__EXERCISE BRIEF__: Please write out, exactly as given, every line of the entries below up to and including the line with "position:absolute; left:315px; top:1088px;".

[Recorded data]
##########

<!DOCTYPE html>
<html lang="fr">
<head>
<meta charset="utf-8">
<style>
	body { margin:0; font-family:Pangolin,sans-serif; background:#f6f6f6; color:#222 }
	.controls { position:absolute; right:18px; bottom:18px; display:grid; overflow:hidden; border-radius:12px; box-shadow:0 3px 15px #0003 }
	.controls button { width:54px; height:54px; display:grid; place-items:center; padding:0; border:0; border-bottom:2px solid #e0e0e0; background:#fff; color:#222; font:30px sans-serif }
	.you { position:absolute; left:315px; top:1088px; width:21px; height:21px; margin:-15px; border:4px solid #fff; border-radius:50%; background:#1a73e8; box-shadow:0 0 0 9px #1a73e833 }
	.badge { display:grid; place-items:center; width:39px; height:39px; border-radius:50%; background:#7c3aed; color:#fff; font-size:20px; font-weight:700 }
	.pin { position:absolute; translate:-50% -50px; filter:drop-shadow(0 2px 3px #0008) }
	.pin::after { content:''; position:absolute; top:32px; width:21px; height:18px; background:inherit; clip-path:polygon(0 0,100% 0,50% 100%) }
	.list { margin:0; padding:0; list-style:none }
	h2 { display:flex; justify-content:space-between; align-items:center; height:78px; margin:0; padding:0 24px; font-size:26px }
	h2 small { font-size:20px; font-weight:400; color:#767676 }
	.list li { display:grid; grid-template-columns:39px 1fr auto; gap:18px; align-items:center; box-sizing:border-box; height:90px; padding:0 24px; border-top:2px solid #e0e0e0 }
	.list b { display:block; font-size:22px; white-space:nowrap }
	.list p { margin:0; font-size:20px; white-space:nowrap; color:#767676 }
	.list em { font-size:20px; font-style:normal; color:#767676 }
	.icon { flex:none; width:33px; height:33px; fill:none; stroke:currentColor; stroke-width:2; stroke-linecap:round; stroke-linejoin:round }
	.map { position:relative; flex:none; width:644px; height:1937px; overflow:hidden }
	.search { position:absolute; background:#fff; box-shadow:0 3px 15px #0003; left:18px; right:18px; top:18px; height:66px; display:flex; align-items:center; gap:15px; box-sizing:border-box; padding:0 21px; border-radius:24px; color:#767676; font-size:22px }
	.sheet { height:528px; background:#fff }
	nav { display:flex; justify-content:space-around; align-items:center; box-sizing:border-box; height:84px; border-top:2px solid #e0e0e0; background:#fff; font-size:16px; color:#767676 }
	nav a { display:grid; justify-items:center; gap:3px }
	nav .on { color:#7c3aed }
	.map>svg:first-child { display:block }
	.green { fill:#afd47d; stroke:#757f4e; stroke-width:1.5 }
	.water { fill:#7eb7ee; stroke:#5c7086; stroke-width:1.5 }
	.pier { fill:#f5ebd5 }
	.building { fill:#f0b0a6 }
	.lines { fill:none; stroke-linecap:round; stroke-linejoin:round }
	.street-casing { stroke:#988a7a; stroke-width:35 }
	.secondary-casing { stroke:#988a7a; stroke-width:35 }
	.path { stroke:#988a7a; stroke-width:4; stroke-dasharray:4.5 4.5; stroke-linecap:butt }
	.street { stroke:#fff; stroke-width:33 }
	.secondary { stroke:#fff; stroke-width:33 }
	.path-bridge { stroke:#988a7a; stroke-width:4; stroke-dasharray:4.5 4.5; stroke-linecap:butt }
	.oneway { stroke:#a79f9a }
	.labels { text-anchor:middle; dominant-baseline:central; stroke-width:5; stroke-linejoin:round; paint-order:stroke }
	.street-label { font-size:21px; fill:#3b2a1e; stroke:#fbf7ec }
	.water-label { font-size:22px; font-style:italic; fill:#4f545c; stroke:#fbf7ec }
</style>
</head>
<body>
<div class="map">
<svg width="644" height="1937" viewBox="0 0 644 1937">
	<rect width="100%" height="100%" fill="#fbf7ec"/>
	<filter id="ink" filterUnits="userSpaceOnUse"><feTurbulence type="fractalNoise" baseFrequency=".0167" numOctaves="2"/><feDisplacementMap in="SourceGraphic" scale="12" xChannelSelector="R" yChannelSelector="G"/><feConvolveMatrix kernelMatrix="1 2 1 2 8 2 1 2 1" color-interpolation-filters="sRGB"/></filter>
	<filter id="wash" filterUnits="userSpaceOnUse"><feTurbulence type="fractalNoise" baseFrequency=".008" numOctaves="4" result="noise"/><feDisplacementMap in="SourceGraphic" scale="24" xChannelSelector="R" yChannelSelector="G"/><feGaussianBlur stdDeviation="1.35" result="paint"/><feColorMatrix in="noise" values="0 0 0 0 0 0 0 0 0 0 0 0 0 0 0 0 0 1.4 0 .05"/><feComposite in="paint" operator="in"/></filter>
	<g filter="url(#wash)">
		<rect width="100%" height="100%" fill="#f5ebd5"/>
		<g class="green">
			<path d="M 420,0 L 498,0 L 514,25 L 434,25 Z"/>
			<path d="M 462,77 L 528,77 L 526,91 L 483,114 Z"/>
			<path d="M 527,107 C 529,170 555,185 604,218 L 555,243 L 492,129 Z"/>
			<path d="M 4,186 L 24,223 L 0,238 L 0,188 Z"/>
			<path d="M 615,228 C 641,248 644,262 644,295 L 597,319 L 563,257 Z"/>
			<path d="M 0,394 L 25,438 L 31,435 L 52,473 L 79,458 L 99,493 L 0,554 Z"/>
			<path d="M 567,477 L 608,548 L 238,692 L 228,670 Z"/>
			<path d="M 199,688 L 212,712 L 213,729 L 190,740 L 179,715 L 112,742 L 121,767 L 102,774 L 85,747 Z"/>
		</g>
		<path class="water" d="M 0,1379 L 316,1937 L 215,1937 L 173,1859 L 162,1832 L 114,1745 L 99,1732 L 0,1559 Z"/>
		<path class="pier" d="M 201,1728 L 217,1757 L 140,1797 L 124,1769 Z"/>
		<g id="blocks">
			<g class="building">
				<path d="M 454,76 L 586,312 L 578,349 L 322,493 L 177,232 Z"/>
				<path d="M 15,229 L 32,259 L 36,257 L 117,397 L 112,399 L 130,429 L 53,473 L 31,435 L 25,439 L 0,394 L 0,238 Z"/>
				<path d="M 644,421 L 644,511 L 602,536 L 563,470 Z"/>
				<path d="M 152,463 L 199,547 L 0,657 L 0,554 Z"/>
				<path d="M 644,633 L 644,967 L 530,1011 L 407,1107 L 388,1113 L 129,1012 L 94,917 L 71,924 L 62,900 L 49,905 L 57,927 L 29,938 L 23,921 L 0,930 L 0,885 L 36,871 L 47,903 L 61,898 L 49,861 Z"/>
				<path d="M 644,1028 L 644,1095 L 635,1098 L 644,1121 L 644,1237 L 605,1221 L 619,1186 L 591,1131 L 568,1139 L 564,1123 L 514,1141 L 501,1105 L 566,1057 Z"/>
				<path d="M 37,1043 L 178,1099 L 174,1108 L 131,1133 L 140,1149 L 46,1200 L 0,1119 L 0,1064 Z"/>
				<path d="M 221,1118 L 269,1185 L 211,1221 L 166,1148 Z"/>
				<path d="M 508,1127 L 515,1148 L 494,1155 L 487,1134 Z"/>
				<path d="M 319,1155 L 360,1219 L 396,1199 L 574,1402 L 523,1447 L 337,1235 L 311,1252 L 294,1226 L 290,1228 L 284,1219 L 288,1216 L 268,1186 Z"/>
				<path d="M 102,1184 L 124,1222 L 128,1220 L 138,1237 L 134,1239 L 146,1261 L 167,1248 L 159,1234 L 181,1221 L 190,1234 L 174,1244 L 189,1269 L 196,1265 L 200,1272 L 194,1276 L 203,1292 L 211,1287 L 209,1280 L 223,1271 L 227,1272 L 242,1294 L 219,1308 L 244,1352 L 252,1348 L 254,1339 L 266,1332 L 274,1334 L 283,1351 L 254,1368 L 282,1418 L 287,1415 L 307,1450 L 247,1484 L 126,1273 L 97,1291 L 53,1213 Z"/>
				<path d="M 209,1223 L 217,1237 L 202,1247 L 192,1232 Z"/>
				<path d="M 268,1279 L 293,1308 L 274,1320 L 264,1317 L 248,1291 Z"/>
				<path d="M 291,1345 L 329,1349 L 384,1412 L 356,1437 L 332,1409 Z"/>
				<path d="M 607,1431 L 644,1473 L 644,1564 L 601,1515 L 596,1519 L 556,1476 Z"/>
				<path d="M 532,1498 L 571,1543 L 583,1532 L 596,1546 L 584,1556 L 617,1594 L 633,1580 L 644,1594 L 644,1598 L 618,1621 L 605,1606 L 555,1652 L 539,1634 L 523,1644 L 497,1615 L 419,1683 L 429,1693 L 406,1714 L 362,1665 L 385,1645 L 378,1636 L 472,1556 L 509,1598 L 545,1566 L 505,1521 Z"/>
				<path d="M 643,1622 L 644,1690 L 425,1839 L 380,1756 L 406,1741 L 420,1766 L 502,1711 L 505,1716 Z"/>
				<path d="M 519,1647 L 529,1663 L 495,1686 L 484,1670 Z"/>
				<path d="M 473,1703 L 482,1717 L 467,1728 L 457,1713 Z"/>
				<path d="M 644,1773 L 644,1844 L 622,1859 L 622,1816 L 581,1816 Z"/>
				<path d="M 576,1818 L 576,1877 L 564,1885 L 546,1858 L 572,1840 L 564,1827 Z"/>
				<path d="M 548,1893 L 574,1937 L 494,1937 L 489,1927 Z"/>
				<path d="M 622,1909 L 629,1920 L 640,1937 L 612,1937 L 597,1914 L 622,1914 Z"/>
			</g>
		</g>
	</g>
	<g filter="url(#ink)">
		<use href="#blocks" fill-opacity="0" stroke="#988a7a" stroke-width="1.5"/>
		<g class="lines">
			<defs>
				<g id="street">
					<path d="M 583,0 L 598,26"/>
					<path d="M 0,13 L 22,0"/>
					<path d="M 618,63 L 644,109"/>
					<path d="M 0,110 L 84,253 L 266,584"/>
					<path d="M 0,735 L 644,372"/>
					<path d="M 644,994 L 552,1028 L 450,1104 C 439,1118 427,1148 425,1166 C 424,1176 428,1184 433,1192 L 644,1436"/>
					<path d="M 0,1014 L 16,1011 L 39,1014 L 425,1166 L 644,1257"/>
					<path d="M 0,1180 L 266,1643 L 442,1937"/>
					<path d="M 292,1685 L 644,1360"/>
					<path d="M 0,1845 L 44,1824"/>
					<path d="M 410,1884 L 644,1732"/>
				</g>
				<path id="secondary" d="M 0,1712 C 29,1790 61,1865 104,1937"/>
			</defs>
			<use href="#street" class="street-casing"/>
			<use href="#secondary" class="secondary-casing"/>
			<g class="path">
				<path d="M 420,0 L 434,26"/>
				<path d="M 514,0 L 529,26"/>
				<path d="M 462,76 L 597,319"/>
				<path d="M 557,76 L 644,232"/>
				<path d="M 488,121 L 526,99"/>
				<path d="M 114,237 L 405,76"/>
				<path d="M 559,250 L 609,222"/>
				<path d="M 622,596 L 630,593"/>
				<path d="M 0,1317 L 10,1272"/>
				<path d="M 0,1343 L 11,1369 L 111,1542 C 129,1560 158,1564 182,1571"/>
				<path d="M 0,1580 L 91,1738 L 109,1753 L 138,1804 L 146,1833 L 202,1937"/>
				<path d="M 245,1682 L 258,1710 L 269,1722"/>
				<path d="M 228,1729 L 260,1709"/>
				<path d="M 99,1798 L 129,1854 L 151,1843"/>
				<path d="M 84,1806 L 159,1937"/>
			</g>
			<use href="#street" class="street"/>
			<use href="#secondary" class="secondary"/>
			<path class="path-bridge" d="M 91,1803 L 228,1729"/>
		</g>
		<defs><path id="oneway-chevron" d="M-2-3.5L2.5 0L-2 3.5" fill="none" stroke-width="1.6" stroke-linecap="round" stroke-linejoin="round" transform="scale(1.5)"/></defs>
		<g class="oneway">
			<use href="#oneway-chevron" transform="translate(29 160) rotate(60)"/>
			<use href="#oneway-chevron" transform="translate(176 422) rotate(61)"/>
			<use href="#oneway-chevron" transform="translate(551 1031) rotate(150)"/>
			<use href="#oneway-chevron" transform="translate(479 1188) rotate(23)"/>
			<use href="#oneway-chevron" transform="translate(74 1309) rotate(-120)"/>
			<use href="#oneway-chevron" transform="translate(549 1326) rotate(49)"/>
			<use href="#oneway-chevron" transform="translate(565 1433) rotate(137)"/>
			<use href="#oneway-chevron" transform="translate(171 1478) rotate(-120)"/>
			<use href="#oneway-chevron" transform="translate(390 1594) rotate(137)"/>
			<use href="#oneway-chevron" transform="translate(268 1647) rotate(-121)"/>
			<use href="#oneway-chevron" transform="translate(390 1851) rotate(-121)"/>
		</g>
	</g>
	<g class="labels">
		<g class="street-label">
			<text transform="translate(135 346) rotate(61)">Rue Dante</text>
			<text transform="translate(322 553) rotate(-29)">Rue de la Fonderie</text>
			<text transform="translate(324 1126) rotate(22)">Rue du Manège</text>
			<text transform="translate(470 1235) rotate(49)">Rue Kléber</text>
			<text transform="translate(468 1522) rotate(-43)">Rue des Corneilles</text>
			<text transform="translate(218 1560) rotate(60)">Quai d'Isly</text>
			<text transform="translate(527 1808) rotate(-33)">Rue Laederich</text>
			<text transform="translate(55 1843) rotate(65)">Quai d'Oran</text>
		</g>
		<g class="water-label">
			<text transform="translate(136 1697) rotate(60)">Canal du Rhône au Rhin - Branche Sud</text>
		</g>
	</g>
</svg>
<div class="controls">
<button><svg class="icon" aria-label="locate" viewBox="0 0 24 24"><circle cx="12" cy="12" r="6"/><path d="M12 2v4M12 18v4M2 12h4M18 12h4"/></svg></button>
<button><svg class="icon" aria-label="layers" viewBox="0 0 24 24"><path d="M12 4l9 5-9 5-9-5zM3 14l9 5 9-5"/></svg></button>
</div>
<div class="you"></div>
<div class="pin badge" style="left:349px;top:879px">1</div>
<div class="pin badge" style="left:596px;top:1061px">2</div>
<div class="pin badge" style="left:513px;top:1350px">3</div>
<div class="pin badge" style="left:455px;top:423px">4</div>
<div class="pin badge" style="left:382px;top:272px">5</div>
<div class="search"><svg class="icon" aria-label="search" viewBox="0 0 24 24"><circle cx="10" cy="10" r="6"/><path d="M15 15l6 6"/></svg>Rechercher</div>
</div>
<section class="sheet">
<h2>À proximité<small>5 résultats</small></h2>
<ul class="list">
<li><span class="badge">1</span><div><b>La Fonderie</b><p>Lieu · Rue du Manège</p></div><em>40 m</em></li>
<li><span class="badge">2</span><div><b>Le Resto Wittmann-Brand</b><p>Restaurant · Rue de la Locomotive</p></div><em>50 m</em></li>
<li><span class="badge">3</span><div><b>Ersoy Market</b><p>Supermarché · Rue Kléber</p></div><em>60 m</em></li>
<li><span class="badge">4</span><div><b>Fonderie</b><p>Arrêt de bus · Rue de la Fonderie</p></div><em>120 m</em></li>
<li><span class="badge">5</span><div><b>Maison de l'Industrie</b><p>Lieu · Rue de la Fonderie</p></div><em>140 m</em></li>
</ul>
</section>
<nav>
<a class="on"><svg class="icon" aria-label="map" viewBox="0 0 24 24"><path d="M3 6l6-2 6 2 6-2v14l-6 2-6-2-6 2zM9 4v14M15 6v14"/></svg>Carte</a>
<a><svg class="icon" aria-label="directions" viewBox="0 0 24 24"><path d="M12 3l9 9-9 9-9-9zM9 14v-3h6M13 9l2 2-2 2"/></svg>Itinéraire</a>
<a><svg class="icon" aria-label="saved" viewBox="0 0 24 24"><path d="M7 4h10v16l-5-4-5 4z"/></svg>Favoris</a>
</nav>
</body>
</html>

##########

__TASK RESULT__:
<!DOCTYPE html>
<html lang="fr">
<head>
<meta charset="utf-8">
<style>
	body { margin:0; font-family:Pangolin,sans-serif; background:#f6f6f6; color:#222 }
	.controls { position:absolute; right:18px; bottom:18px; display:grid; overflow:hidden; border-radius:12px; box-shadow:0 3px 15px #0003 }
	.controls button { width:54px; height:54px; display:grid; place-items:center; padding:0; border:0; border-bottom:2px solid #e0e0e0; background:#fff; color:#222; font:30px sans-serif }
	.you { position:absolute; left:315px; top:1088px; width:21px; height:21px; margin:-15px; border:4px solid #fff; border-radius:50%; background:#1a73e8; box-shadow:0 0 0 9px #1a73e833 }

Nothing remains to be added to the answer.